In May 2013, I began treatment again. Since I had my son, my insurance had changed and they now required injectables with IUI in order to get to IVF, and that made me very anxious because I hate needles! I had four rounds of IUI covered by my insurance, so we decided to try Clomid the first round, and I just hoped it would work because it worked last time. A negative beta followed two weeks later, and needless to say, I was bummed and knew I would have to overcome my fear of needles and injecting myself.
I did three rounds of injectables with IUI. With each negative beta, it was a blow to my self-esteem and confidence, making me wonder if I would ever be able to have another child. I was on an “emotional rollercoaster” and I thought, “how can the second time be more difficult than the first?” I found the thing that helped me get through those difficult months was talking about it with my family and close friends.
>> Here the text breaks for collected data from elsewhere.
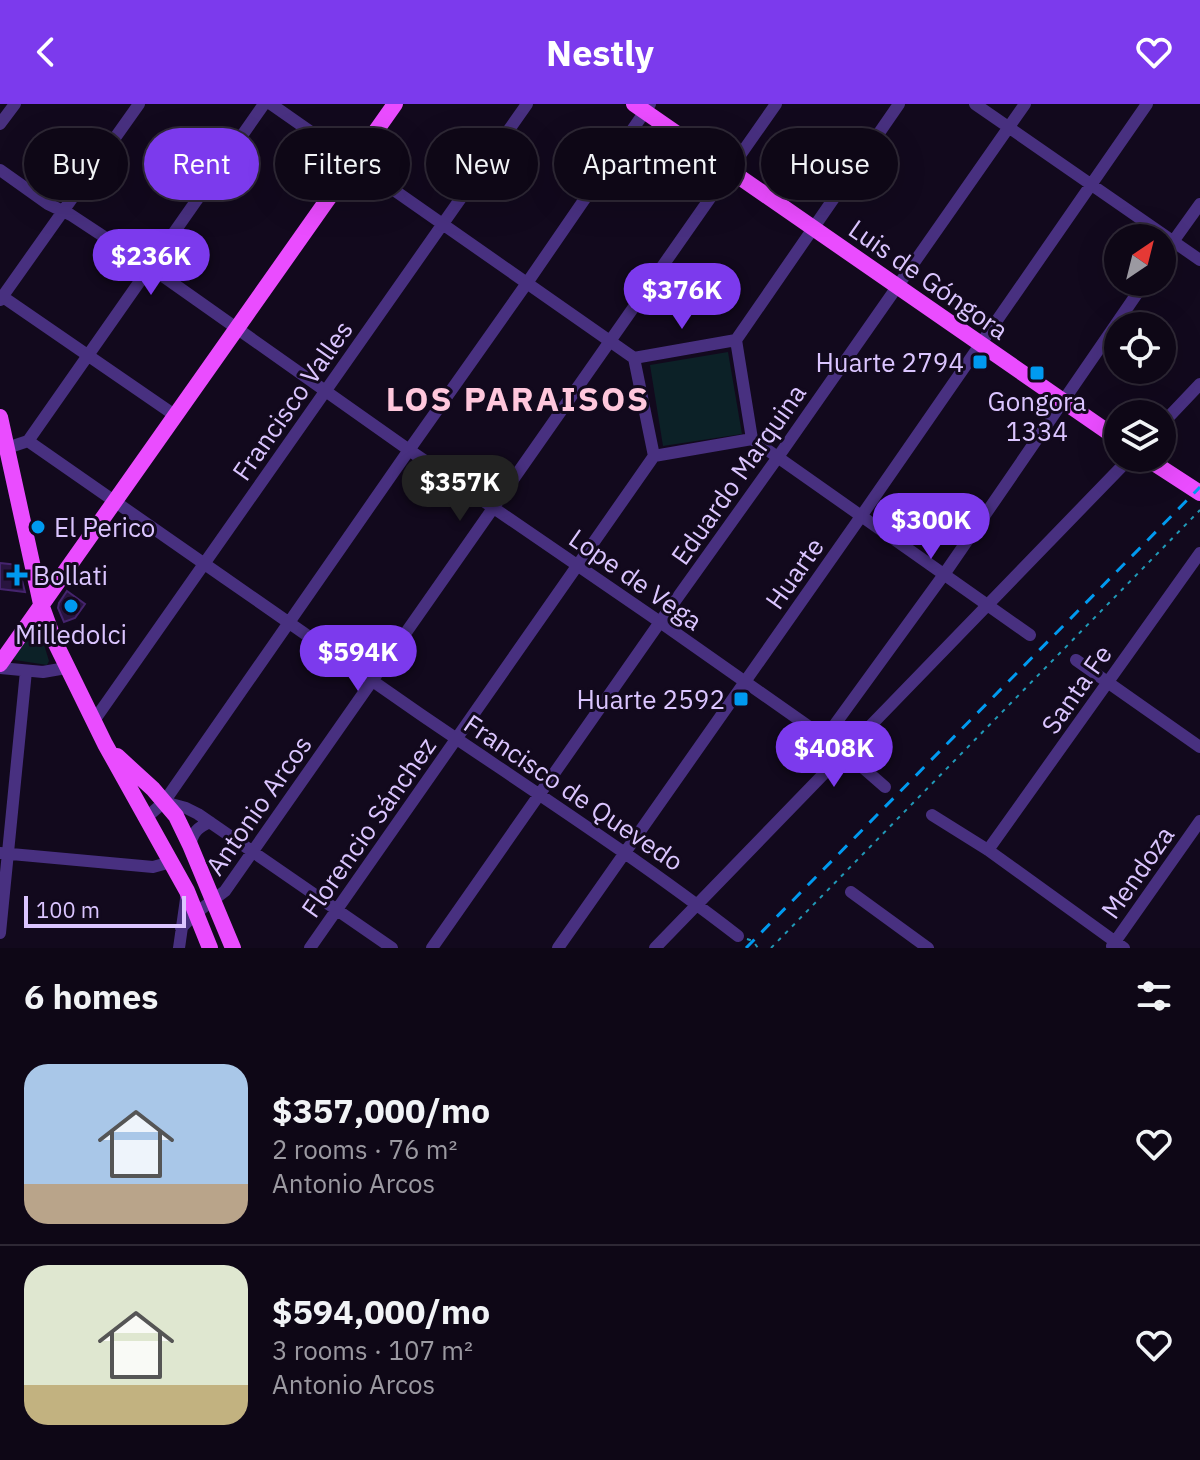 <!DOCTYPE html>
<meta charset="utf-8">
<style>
:root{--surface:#0e0716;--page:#17101f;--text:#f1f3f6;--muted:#9b99a1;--line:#2e2835;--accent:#7c3aed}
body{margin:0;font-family:"IBM Plex Sans",sans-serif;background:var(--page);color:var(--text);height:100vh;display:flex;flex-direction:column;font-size:30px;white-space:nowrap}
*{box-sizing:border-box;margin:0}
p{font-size:26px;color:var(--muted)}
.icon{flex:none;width:44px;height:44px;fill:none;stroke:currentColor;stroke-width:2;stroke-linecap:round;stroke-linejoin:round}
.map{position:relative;height:844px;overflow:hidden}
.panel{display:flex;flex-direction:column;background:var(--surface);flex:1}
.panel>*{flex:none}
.guide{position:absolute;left:24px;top:24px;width:1152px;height:72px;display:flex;gap:16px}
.needle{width:52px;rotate:35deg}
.buttons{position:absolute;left:1104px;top:120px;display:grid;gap:16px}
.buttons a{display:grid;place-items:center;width:72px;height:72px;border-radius:50%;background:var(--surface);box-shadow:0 8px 32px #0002,0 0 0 2px var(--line);font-size:40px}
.scale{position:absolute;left:24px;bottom:20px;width:162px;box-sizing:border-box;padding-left:8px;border:4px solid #dbc5ff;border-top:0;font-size:22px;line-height:28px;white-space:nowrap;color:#dbc5ff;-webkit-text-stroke:6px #12091d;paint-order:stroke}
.price{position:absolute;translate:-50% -68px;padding:0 18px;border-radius:28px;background:var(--accent);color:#fff;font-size:26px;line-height:52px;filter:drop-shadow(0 2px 4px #0008)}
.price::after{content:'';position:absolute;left:50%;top:48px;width:24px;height:18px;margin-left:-12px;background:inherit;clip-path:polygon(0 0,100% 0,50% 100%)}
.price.on{background:#222;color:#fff}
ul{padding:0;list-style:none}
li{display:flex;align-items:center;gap:24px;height:200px;padding:0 24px}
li+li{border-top:2px solid var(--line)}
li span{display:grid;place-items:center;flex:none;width:224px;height:160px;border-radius:24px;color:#555}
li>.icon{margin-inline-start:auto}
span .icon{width:96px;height:96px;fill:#fffc;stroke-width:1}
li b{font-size:34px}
h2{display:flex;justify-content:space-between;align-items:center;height:96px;padding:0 24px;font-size:34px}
.pill{padding:0 28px;border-radius:36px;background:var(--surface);box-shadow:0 8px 32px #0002,0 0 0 2px var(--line);font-size:28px;line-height:72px}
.pill.on{background:var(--accent);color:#fff}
header{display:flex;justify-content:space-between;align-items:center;height:104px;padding:0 24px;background:var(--accent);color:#fff;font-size:36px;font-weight:800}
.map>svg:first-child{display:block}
</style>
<header><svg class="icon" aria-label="back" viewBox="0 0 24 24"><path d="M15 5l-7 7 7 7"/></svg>Nestly<svg class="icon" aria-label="heart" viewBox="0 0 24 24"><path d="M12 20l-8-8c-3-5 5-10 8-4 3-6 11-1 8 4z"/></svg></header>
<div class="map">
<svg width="1200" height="844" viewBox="0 0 1200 844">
<rect width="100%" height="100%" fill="#12091d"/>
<path fill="#0c2127" d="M 728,248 L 742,330 L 663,342 L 650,261 Z
M 35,523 L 39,524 L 49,557 L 47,561 L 15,556 L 13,553 Z"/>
<path fill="#28143f" stroke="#45246e" stroke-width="2" d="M 0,459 L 18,461 L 25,488 L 0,485 Z
M 67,487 L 85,500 L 75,514 L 64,518 L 58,504 L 59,499 Z"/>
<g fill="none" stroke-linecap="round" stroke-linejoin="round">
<path stroke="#2199b7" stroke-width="2" stroke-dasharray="4 6" stroke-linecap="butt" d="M 747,835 L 753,837 L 758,844
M 771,844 L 1200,406"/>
<path stroke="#483080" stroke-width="12" d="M 271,0 L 634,254
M 975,0 L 1200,156
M 0,20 L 15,0
M 0,66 L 48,100 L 71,111 L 150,163 L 409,346 L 660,518 L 845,648 L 885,683
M 1162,153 L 1200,100
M 3,193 L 176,312
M 0,196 L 139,0
M 634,254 L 736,236
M 634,254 L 654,352
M 1162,320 L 1200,280
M 752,335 L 736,236 L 899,0
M 752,335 L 1030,531
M 28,337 C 159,427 289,520 420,610 C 527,683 636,753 738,832
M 7,344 L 28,337 L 264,0
M 1076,556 L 1200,643
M 0,564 L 43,568 L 66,564
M 93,618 L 527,0
M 825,634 L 945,469 L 1145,178
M 164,698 L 186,704 L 198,710 L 392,844
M 932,711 L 988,746 L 1124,844
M 147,713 L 164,698 L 409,346 L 527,179 L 650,0
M 190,741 C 193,728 198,723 210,718
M 988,746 L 1200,449
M 0,749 L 153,763 L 171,758
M 851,788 L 928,844
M 181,824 L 196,809 L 225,787 L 776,0
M 0,829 L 26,567
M 1112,842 L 1200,717
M 179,844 L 187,788
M 310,844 L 654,352 L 752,335
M 432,844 L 660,518 L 778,353 L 1025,0
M 558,844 L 862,411 L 1147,0
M 655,844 L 1130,354"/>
<path stroke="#ea4cff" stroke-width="16" d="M 634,0 L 1118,335
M 0,313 L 41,500 L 54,536 L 105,640 L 187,787 L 210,844
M 1146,354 L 1200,389
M 0,560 L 395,0
M 117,652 L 153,685 L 176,712 L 190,741 L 233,844"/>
<path stroke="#009af0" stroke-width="3" stroke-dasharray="12 10" stroke-linecap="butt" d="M 746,844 L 1200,383"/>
</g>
<g fill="#009af0" stroke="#12091d" stroke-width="3">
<rect x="972" y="250" width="16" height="16" rx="4"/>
<rect x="1029" y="261" width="16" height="16" rx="4"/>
<circle cx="38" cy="423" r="8"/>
<path d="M13 459h8v8h8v8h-8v8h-8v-8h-8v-8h8z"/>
<circle cx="71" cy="502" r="8"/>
<rect x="733" y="587" width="16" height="16" rx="4"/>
</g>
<g text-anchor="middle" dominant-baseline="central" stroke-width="6" stroke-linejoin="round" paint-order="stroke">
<g font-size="26" fill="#dbc5ff" stroke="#12091d">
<text transform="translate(929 175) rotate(35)">Luis de Góngora</text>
<text transform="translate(292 296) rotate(-55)">Francisco Valles</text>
<text transform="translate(738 370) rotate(-55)">Eduardo Marquina</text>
<text transform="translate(794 469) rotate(-55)">Huarte</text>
<text transform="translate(636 475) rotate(35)">Lope de Vega</text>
<text transform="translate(1076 585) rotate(-55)">Santa Fe</text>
<text transform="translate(574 688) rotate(34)">Francisco de Quevedo</text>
<text transform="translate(258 701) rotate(-55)">Antonio Arcos</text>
<text transform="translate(368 723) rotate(-55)">Florencio Sánchez</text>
<text transform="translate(1137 768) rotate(-55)">Mendoza</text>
</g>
<g font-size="26" fill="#dbc5ff" stroke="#12091d" text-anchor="end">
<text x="964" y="258">Huarte 2794</text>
<text x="1037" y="297" text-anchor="middle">Gongora<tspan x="1037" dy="30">1334</tspan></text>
<text x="54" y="423" text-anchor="start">El Perico</text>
<text x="33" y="471" text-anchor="start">Bollati</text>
<text x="71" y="530" text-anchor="middle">Milledolci</text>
<text x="725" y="595">Huarte 2592</text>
</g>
<g font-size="34" font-weight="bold" letter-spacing="2" fill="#ffc7dc" stroke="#12091d">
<text x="518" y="294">LOS PARAISOS</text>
</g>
</g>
</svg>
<div class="buttons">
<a><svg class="needle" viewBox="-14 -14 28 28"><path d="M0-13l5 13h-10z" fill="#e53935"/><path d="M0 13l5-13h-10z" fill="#9b99a1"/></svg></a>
<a><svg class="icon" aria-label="locate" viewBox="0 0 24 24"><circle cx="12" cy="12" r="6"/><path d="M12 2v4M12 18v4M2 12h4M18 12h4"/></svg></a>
<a><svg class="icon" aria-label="layers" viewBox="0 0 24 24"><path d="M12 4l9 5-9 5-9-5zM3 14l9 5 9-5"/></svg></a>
</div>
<div class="scale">100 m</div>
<b class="price" style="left:151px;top:193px">$236K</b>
<b class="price" style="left:682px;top:227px">$376K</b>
<b class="price on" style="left:460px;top:419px">$357K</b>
<b class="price" style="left:931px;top:457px">$300K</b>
<b class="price" style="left:358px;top:589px">$594K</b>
<b class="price" style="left:834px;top:685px">$408K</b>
<div class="guide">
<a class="pill">Buy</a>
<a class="pill on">Rent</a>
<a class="pill">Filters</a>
<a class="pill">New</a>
<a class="pill">Apartment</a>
<a class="pill">House</a>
</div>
</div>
<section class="panel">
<h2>6 homes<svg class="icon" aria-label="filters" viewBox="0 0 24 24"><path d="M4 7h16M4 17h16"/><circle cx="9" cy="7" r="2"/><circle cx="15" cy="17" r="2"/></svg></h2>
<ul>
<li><span style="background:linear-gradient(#a9c7e8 75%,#b9a48a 0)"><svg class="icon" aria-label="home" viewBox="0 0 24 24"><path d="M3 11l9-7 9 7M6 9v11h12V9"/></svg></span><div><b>$357,000/mo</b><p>2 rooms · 76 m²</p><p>Antonio Arcos</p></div><svg class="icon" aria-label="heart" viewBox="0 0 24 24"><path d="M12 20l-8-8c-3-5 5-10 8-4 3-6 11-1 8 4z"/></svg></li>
<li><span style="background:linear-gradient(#dfe7d0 75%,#c2b280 0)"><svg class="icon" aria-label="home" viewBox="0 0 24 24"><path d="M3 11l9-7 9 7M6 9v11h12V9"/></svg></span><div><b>$594,000/mo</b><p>3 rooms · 107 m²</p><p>Antonio Arcos</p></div><svg class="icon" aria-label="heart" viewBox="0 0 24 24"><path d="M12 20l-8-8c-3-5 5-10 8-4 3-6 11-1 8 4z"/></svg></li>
</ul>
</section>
I came to terms that if I wanted another child, I was going to have to go through IVF, which was a fear of mine. I didn’t know how I was going to get through all the blood tests and self-injections. We started IVF and my motto became, “one shot at a time.” And that is how I survived the many injections and blood tests during that two-week period. I made it through the first round, and on Halloween of 2013, I got a positive beta!!!! I was so grateful again that Shady Grove Fertility helped me conceive another child! I will never forget my nurses, Kim and Lauren, who were so good at making me feel comfortable during the dreaded blood tests. It really helped to put my mind at ease knowing how wonderful and caring the staff at Shady Grove Fertility was.
I am now 27 weeks pregnant with my second child and am constantly running around chasing my two-year-old. I am anxiously awaiting the arrival of baby #2 in July! My husband and I are starting to prepare for how our lives are about to change again, of course for the better! This pregnancy is much different than the first because there is no time to rest. I am lucky if I get to squeeze in a nap on the weekend! Also, with this second pregnancy, it has been a bit more challenging. I have placenta previa and just found out that I failed my glucose test, so I have to go back for the dreaded three-hour test next week. But despite all that, as each week goes by we get more and more excited that our family will be complete in just a few more months. Every movement I get to feel in my belly is a reminder that all the struggles of my infertility and discomforts of pregnancy will be completely worth it!
I have referred two friends to Shady Grove Fertility already, and I would continue to tell anyone who wants my advice to “not waste another minute of your life hoping that it will happen, and go make an appointment.” I just wish I would have followed my own advice years ago!